At the mention of drugged food, Dannyl had to hide his dismay. Fortunately Lorkin and Tyvara hadn’t fallen for the trap. They’d slipped away.
He then questioned the woman who had suspected the pair weren’t who they said they were. As she entered the room, Dannyl noted that her gaze was sharp, though she gave him only one quick look before bowing her head and prostrating herself. He told her to get up, and she kept her gaze lowered.
Her explanation matched the slave master’s, including the contents of the message warning of two dangerous magicians posing as slaves.
“What made you think they were the people you’d been warned about?” Dannyl asked her.
“They were as described. A tall man with pale skin and a shorter Sachakan female.”
Had the dye worn off, or was this woman feeding him the information she thought he expected?
“Tall, short, male, female – none of these things would make them stand out from other slaves surely. What made you notice they were different?”

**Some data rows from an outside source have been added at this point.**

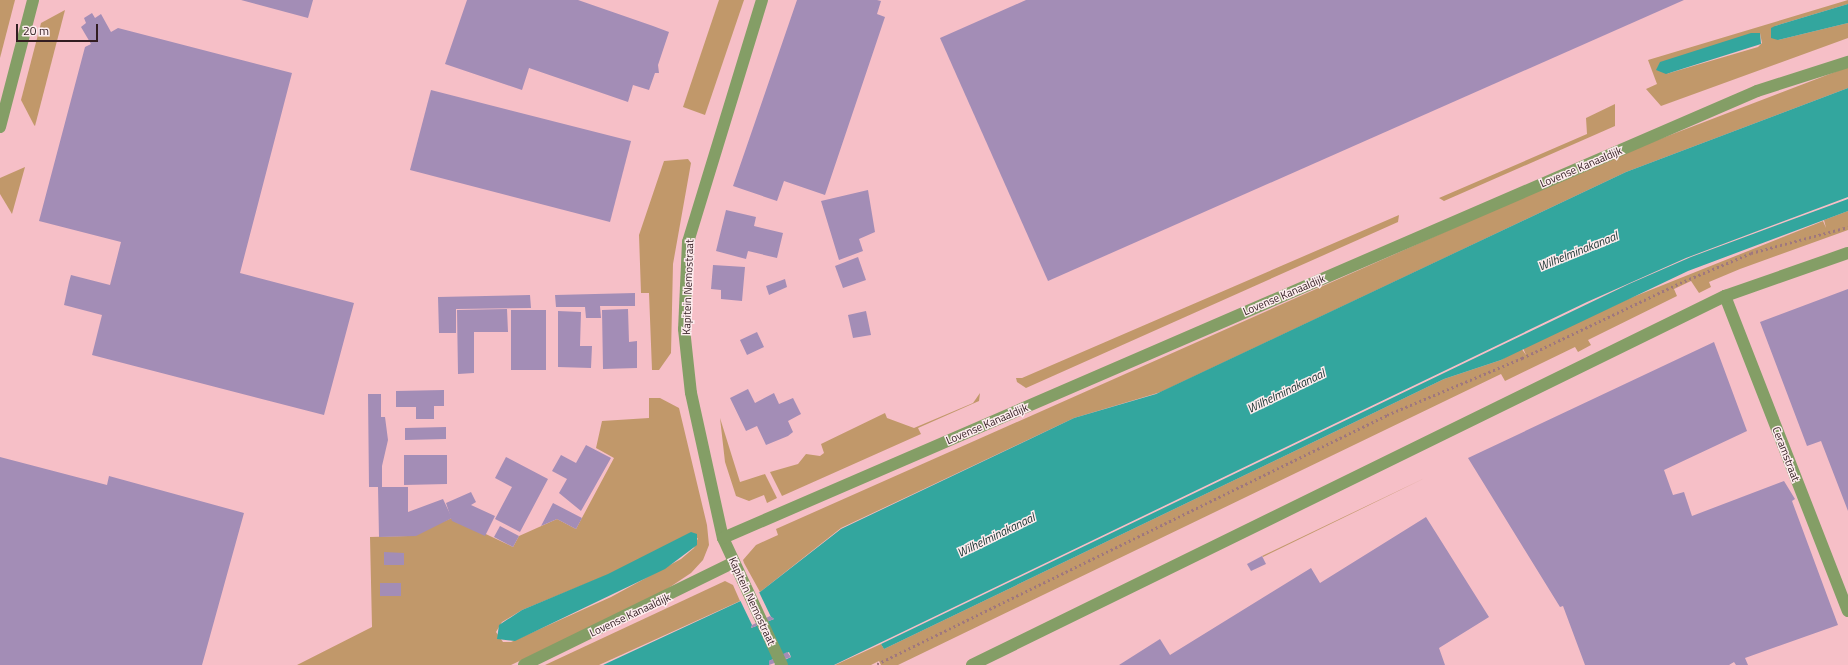 <!DOCTYPE html>
<style>
body{margin:0}
#map{position:relative;width:1848px;height:665px;overflow:hidden;background:#f6bfc7;font-family:"Titillium Web",sans-serif}
div>[style]{position:absolute}
.green>*{inset:0;background:#c1986a}
.water>*{inset:0;background:#33a69e}
.pier>*{inset:0;background:#f6bfc7}
.building>*{inset:0;background:#a38db6}
.path>*{height:2.5px;margin-top:-1.25px;transform-origin:0;background:repeating-linear-gradient(90deg,#9f777e 0 2px,transparent 0 5px)}
.street>*{height:12px;margin:-6px;padding:0 6px;transform-origin:6px;border-radius:6px;background:#849e66}
span{translate:-50% -50%;white-space:nowrap;text-align:center;line-height:1.15;-webkit-text-stroke:3px #fdecee;paint-order:stroke}
.street-label{font-size:11px;color:#321d21}
.water-label{font-size:12px;color:#213937;font-style:italic}
.scale{position:absolute;left:16px;top:24px;width:82px;height:18px;box-sizing:border-box;border:2px solid #321d21;border-top:0;padding-left:5px;font-size:12px;line-height:14px;white-space:nowrap;color:#321d21;-webkit-text-stroke:3px #fdecee;paint-order:stroke}
</style>
<div id="map">
<div class="green">
<div style="clip-path:polygon(0 0,15px 0,0 58px)"></div>
<div style="clip-path:polygon(719px 0,744px 0,705px 115px,683px 107px)"></div>
<div style="clip-path:polygon(evenodd,1848px 0,1848px 4px,1775px 26px,1778px 40px,1848px 23px,1848px 38px,1661px 106px,1646px 89px,1657px 84px,1648px 60px,1848px 0,1760px 33px,1762px 43px,1758px 47px,1666px 74px,1760px 33px)"></div>
<div style="clip-path:polygon(65px 10px,35px 126px,34px 125px,21px 100px,41px 23px)"></div>
<div style="clip-path:polygon(1848px 67px,1848px 88px,1626px 172px,1161px 392px,1074px 418px,841px 528px,760px 592px,744px 563px,743px 560px,756px 545px,778px 535px,776px 529px,1618px 155px)"></div>
<div style="clip-path:polygon(1615px 104px,1615px 126px,1444px 201px,1439px 198px,1587px 134px,1586px 118px)"></div>
<div style="clip-path:polygon(688px 159px,691px 163px,673px 264px,671px 353px,659px 370px,652px 370px,649px 293px,641px 293px,639px 235px,664px 161px)"></div>
<div style="clip-path:polygon(25px 167px,12px 214px,0 194px,0 178px)"></div>
<div style="clip-path:polygon(1848px 211px,1848px 230px,1740px 269px,1709px 282px,1711px 287px,1699px 293px,1691px 281px,1674px 289px,1677px 296px,1588px 340px,1591px 345px,1578px 352px,1575px 347px,1505px 381px,1501px 374px,898px 665px,881px 665px,879px 661px,871px 665px,835px 665px,881px 644px,884px 649px,1444px 379px,1501px 360px,1521px 348px,1526px 355px,1523px 348px,1628px 299px,1823px 221px,1826px 228px,1824px 220px)"></div>
<div style="clip-path:polygon(1399px 215px,1398px 222px,1026px 388px,1017px 382px,1016px 378px,1022px 378px)"></div>
<div style="clip-path:polygon(980px 393px,979px 401px,918px 428px,921px 434px,782px 496px,770px 472px,798px 464px,806px 454px,820px 456px,824px 453px,821px 444px,885px 413px,887px 418px,914px 428px,973px 403px)"></div>
<div style="clip-path:polygon(evenodd,649px 398px,660px 398px,679px 408px,707px 525px,709px 545px,703px 560px,691px 573px,655px 597px,511px 665px,297px 665px,372px 627px,370px 537px,408px 536px,452px 518px,513px 547px,519px 536px,557px 519px,576px 529px,614px 458px,596px 448px,602px 421px,649px 418px,649px 398px,698px 538px,694px 548px,681px 559px,611px 597px,511px 642px,503px 642px,496px 632px,502px 622px,522px 610px,698px 538px)"></div>
<div style="clip-path:polygon(720px 418px,740px 482px,765px 474px,777px 498px,767px 503px,764px 495px,749px 501px,736px 496px,725px 462px)"></div>
<div style="clip-path:polygon(1427px 477px,1263px 557px,1262px 556px)"></div>
<div style="clip-path:polygon(725px 581px,733px 585px,740px 601px,599px 665px,545px 665px)"></div>
</div>
<div class="water">
<div style="clip-path:polygon(1848px 4px,1848px 23px,1778px 40px,1771px 38px,1771px 28px,1775px 26px)"></div>
<div style="clip-path:polygon(1751px 33px,1760px 33px,1761px 44px,1666px 74px,1656px 70px,1660px 62px)"></div>
<div style="clip-path:polygon(evenodd,1848px 88px,1848px 197px,1686px 258px,1587px 302px,834px 665px,774px 665px,791px 657px,789px 652px,769px 661px,769px 665px,603px 665px,760px 592px,841px 529px,1074px 418px,1156px 394px,1626px 172px,1848px 88px,770px 616px,774px 619px,751px 628px,752px 625px,770px 616px)"></div>
<div style="clip-path:polygon(1848px 199px,1848px 211px,1688px 271px,1501px 360px,1444px 379px,884px 649px,881px 644px,1629px 284px,1691px 257px)"></div>
<div style="clip-path:polygon(691px 532px,697px 534px,697px 545px,665px 569px,515px 641px,497px 639px,499px 625px,522px 610px,608px 574px)"></div>
</div>
<div class="pier">
<div style="clip-path:polygon(759px 592px,771px 617px,753px 627px,740px 600px)"></div>
</div>
<div class="building">
<div style="clip-path:polygon(241px 0,313px 0,308px 18px)"></div>
<div style="clip-path:polygon(467px 0,578px 0,653px 26px,669px 32px,658px 65px,659px 73px,655px 73px,649px 90px,633px 85px,628px 102px,529px 68px,522px 90px,445px 64px)"></div>
<div style="clip-path:polygon(797px 0,877px 0,881px 1px,877px 14px,885px 17px,825px 195px,784px 181px,777px 201px,733px 186px)"></div>
<div style="clip-path:polygon(1026px 0,1684px 0,1048px 281px,940px 38px)"></div>
<div style="clip-path:polygon(92px 13px,95px 18px,101px 14px,111px 32px,118px 28px,292px 73px,240px 273px,354px 303px,324px 415px,92px 355px,102px 315px,64px 305px,69px 282px,71px 275px,110px 285px,121px 242px,39px 221px,85px 47px,91px 44px,81px 27px,86px 23px,84px 18px)"></div>
<div style="clip-path:polygon(431px 90px,631px 141px,610px 222px,410px 170px)"></div>
<div style="clip-path:polygon(868px 190px,875px 232px,859px 239px,863px 251px,839px 260px,821px 201px)"></div>
<div style="clip-path:polygon(726px 210px,756px 217px,754px 226px,783px 233px,777px 258px,748px 251px,746px 259px,716px 251px)"></div>
<div style="clip-path:polygon(858px 257px,866px 280px,843px 288px,835px 266px)"></div>
<div style="clip-path:polygon(713px 265px,745px 267px,742px 301px,721px 299px,721px 290px,711px 289px)"></div>
<div style="clip-path:polygon(785px 279px,787px 287px,769px 295px,766px 286px)"></div>
<div style="clip-path:polygon(1848px 289px,1848px 511px,1821px 441px,1807px 446px,1760px 322px)"></div>
<div style="clip-path:polygon(635px 293px,635px 306px,600px 306px,601px 318px,586px 318px,585px 307px,556px 307px,555px 295px)"></div>
<div style="clip-path:polygon(530px 295px,531px 308px,456px 309px,456px 333px,439px 333px,438px 297px)"></div>
<div style="clip-path:polygon(507px 309px,508px 332px,474px 332px,474px 373px,458px 374px,457px 310px)"></div>
<div style="clip-path:polygon(628px 309px,629px 342px,637px 341px,637px 368px,603px 369px,602px 310px)"></div>
<div style="clip-path:polygon(511px 310px,546px 310px,546px 370px,511px 370px)"></div>
<div style="clip-path:polygon(558px 311px,581px 312px,580px 346px,592px 346px,591px 368px,558px 367px)"></div>
<div style="clip-path:polygon(866px 311px,871px 335px,853px 338px,848px 315px)"></div>
<div style="clip-path:polygon(757px 332px,764px 347px,747px 355px,740px 340px)"></div>
<div style="clip-path:polygon(1714px 342px,1747px 431px,1664px 470px,1673px 495px,1684px 492px,1692px 516px,1784px 481px,1795px 499px,1792px 501px,1838px 625px,1745px 658px,1748px 665px,1736px 665px,1734px 662px,1729px 665px,1585px 665px,1563px 606px,1560px 607px,1468px 458px)"></div>
<div style="clip-path:polygon(748px 389px,755px 403px,774px 393px,779px 404px,793px 398px,801px 414px,788px 421px,793px 432px,788px 436px,766px 445px,757px 426px,746px 431px,730px 398px)"></div>
<div style="clip-path:polygon(444px 390px,444px 406px,434px 406px,434px 419px,416px 419px,416px 407px,396px 407px,396px 391px)"></div>
<div style="clip-path:polygon(368px 394px,381px 394px,381px 417px,385px 417px,388px 440px,382px 466px,382px 487px,408px 487px,408px 512px,443px 499px,452px 518px,416px 536px,379px 537px,378px 487px,369px 487px)"></div>
<div style="clip-path:polygon(446px 427px,446px 439px,405px 440px,405px 428px)"></div>
<div style="clip-path:polygon(586px 445px,611px 458px,581px 511px,559px 493px,567px 479px,552px 471px,561px 455px,576px 463px)"></div>
<div style="clip-path:polygon(404px 455px,447px 455px,447px 484px,404px 485px)"></div>
<div style="clip-path:polygon(0 457px,107px 485px,109px 476px,244px 513px,202px 665px,0 665px)"></div>
<div style="clip-path:polygon(506px 457px,548px 479px,520px 532px,495px 519px,512px 487px,495px 478px)"></div>
<div style="clip-path:polygon(471px 492px,476px 502px,471px 505px,495px 516px,485px 536px,452px 521px,446px 503px)"></div>
<div style="clip-path:polygon(553px 503px,582px 518px,576px 529px,557px 519px,541px 526px)"></div>
<div style="clip-path:polygon(1426px 517px,1489px 617px,1439px 648px,1445px 665px,1119px 665px,1160px 639px,1170px 655px,1311px 568px,1320px 583px)"></div>
<div style="clip-path:polygon(500px 526px,519px 536px,513px 547px,494px 537px)"></div>
<div style="clip-path:polygon(384px 552px,404px 553px,404px 565px,384px 565px)"></div>
<div style="clip-path:polygon(1262px 556px,1266px 564px,1251px 571px,1247px 564px)"></div>
<div style="clip-path:polygon(380px 583px,401px 583px,401px 596px,380px 596px)"></div>
<div style="clip-path:polygon(770px 616px,774px 619px,751px 628px,752px 625px)"></div>
<div style="clip-path:polygon(787px 652px,791px 657px,769px 665px,769px 661px)"></div>
</div>
<div class="path">
<div style="left:877px;top:664px;width:568px;rotate:-26.02deg"></div>
<div style="left:1387px;top:415px;width:147px;rotate:-22.9deg"></div>
<div style="left:1522px;top:358px;width:175px;rotate:-25.4deg"></div>
<div style="left:1680px;top:283px;width:77px;rotate:-22.9deg"></div>
<div style="left:1751px;top:253px;width:100px;rotate:-15deg"></div>
</div>
<div class="street">
<div style="left:762px;top:0;width:253px;rotate:107deg"></div>
<div style="left:688px;top:242px;width:87px;rotate:92.6deg"></div>
<div style="left:684px;top:329px;width:64px;rotate:83.8deg"></div>
<div style="left:691px;top:393px;width:148px;rotate:77.6deg"></div>
<div style="left:723px;top:538px;width:140px;rotate:65.1deg"></div>
<div style="left:0;top:127px;width:131px;rotate:-75.4deg"></div>
<div style="left:1725px;top:296px;width:338px;rotate:68.7deg"></div>
<div style="left:723px;top:538px;width:1126px;rotate:-23.38deg"></div>
<div style="left:1757px;top:91px;width:96px;rotate:-17.7deg"></div>
<div style="left:524px;top:665px;width:234px;rotate:-26.1deg"></div>
<div style="left:972px;top:665px;width:839px;rotate:-26.11deg"></div>
<div style="left:1725px;top:296px;width:130px;rotate:-19.3deg"></div>
</div>
<div class="street-label">
<span style="left:1581px;top:167px;rotate:-23deg">Lovense Kanaaldijk</span>
<span style="left:688px;top:287px;rotate:-88deg">Kapitein Nemostraat</span>
<span style="left:1284px;top:295px;rotate:-23deg">Lovense Kanaaldijk</span>
<span style="left:987px;top:424px;rotate:-23deg">Lovense Kanaaldijk</span>
<span style="left:1786px;top:454px;rotate:69deg">Ceramstraat</span>
<span style="left:752px;top:601px;rotate:65deg">Kapitein Nemostraat</span>
<span style="left:630px;top:615px;rotate:-25deg">Lovense Kanaaldijk</span>
</div>
<div class="water-label">
<span style="left:1578px;top:251px;rotate:-22deg">Wilhelminakanaal</span>
<span style="left:1286px;top:391px;rotate:-26deg">Wilhelminakanaal</span>
<span style="left:996px;top:535px;rotate:-26deg">Wilhelminakanaal</span>
</div>
<div class="scale">20 m</div>
</div>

The woman’s gaze, fixed on the floor, flickered. “The way they moved and talked. Like they weren’t used to following orders.”
So not the pale skin. Dannyl paused, writing down her answer as he considered what to ask next. Perhaps it was time to be more direct.
“A slave I spoke to a few days ago thought the woman was a Traitor and that they mean to kill the man she has abducted. Do you think it likely they will kill him?”
The woman was very still as she answered.
“No.”
“Do you know of the Traitors?”
“Yes. Every slave does.”
“Why do you believe it is unlikely the Traitors intend to kill the man?”
“Because if they wanted him dead they would have killed him, not abducted him.”
“What do you think they intend to do with him then?”
She shook her head. “I am only a slave. I do not know.”